An exact copy of the lines from the start of the material below through the line containing "height:9px; margin:-4.5px; padding:0" is the required answer, and it includes no pictures.
"""
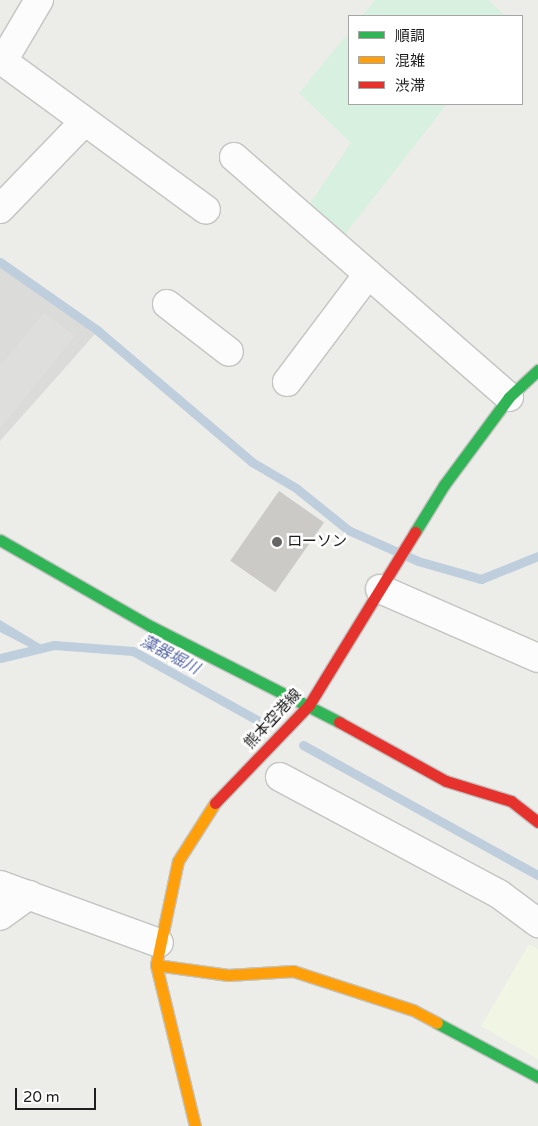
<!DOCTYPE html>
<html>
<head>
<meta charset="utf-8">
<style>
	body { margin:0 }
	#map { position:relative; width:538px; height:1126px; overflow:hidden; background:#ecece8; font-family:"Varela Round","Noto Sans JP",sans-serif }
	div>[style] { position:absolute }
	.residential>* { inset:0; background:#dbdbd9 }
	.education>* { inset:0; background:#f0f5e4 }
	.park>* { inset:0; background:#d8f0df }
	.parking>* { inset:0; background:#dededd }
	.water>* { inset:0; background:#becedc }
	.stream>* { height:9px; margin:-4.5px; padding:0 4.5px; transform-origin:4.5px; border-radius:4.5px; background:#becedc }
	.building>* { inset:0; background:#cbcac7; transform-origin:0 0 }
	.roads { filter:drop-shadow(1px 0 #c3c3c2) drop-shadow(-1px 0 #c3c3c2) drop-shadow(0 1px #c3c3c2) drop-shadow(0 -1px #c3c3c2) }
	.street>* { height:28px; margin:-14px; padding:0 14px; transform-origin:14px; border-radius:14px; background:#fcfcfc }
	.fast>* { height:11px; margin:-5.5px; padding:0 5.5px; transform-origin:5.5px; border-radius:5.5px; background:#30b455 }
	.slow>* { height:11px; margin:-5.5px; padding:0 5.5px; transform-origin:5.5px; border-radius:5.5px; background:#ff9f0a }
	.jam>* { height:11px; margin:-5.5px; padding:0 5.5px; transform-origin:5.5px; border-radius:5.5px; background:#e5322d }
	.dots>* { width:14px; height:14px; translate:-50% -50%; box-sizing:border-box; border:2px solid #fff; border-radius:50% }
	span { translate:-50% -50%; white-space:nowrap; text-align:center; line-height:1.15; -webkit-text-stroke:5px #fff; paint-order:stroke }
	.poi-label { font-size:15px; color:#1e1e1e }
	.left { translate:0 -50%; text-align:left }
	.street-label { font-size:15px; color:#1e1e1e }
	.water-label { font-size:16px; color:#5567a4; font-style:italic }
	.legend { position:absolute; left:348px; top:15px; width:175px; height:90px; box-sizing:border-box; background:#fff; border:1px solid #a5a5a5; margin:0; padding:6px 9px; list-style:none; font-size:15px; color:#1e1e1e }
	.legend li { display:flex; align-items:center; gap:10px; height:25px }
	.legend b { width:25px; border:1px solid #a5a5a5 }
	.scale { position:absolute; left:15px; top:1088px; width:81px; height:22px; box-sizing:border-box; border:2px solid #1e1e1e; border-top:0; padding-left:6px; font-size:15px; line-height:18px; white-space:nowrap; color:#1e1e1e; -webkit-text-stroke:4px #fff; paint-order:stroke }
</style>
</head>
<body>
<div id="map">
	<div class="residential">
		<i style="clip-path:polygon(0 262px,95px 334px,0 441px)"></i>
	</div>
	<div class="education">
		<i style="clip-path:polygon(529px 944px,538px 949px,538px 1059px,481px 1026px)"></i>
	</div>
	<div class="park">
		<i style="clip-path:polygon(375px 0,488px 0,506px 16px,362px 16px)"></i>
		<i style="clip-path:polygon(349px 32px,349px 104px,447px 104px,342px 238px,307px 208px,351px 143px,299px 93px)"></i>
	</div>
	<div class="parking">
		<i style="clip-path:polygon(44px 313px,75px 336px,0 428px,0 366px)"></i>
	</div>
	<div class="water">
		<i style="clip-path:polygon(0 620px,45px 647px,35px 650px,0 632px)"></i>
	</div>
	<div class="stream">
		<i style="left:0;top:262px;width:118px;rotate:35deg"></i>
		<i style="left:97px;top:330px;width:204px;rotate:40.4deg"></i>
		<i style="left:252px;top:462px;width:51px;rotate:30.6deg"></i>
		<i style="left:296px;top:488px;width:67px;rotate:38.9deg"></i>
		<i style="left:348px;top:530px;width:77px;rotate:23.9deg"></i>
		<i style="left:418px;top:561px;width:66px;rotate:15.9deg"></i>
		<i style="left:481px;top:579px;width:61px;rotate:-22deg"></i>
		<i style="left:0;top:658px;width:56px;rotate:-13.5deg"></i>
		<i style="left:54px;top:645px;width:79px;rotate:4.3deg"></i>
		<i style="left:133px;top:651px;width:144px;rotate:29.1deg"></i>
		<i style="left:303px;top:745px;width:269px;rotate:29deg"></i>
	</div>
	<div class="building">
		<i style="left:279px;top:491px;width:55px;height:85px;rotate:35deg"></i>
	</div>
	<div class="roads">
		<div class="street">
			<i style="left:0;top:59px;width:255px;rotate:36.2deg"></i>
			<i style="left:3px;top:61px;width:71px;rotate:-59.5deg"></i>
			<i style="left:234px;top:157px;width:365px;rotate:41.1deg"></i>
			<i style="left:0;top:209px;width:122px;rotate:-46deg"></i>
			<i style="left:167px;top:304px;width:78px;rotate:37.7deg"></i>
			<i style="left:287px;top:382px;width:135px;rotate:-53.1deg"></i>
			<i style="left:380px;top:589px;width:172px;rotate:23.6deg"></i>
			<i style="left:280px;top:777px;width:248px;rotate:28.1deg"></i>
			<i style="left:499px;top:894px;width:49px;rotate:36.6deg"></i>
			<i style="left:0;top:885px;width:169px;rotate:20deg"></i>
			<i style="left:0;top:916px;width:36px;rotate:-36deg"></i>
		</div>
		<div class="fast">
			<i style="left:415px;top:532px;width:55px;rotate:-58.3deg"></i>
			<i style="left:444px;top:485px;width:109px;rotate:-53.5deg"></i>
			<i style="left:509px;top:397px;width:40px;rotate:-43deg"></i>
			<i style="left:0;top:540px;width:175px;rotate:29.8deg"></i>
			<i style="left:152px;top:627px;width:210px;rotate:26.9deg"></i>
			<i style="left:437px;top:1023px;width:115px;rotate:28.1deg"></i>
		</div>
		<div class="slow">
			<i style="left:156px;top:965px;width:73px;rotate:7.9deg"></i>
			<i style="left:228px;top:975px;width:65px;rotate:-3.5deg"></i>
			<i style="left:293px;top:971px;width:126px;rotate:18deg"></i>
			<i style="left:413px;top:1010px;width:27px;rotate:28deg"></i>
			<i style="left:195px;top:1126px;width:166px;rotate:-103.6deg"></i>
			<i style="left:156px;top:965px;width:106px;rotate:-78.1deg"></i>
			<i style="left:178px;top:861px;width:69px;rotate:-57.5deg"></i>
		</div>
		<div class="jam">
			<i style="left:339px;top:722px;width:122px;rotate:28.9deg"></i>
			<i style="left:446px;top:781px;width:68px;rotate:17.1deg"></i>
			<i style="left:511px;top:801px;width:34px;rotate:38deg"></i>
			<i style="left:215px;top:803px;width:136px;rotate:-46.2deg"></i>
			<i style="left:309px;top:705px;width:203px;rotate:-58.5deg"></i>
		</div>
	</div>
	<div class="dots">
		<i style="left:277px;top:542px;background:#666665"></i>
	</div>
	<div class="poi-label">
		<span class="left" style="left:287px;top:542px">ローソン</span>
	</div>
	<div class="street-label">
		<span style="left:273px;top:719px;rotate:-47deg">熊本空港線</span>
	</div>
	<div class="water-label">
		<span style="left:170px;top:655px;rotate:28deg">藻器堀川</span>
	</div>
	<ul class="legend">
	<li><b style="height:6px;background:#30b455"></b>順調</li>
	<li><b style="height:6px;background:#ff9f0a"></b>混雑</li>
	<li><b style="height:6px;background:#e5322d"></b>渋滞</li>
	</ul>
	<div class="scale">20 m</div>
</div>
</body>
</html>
"""
- [Written response]
<!DOCTYPE html>
<html>
<head>
<meta charset="utf-8">
<style>
	body { margin:0 }
	#map { position:relative; width:538px; height:1126px; overflow:hidden; background:#ecece8; font-family:"Varela Round","Noto Sans JP",sans-serif }
	div>[style] { position:absolute }
	.residential>* { inset:0; background:#dbdbd9 }
	.education>* { inset:0; background:#f0f5e4 }
	.park>* { inset:0; background:#d8f0df }
	.parking>* { inset:0; background:#dededd }
	.water>* { inset:0; background:#becedc }
	.stream>* { height:9px; margin:-4.5px; padding:0 4.5px; transform-origin:4.5px; border-radius:4.5px; background:#becedc }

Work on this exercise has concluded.